(Source material begins)

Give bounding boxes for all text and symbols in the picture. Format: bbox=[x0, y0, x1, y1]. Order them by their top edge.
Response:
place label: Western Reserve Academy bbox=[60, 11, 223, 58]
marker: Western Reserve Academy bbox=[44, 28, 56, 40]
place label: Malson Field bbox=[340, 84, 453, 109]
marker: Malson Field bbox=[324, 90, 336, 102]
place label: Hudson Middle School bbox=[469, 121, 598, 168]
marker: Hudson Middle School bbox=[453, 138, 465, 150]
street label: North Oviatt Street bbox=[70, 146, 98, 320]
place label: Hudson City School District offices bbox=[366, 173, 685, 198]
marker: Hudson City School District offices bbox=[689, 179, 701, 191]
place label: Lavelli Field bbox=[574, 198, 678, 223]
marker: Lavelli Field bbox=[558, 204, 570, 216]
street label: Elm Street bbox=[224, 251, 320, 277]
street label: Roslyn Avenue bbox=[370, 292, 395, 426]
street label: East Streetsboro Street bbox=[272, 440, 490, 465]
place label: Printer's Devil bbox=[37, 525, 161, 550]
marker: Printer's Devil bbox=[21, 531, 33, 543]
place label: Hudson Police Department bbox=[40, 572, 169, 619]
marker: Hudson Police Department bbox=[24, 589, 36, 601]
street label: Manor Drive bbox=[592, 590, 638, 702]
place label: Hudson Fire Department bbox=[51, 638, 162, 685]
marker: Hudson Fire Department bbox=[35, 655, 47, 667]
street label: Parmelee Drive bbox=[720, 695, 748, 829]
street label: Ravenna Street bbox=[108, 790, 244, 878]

(Source material ends)

▶ _Assignment_:
Looking at each line of the material above, tally those that hold the string "Field" and give only the total.

▶ _Exercise solution_:
4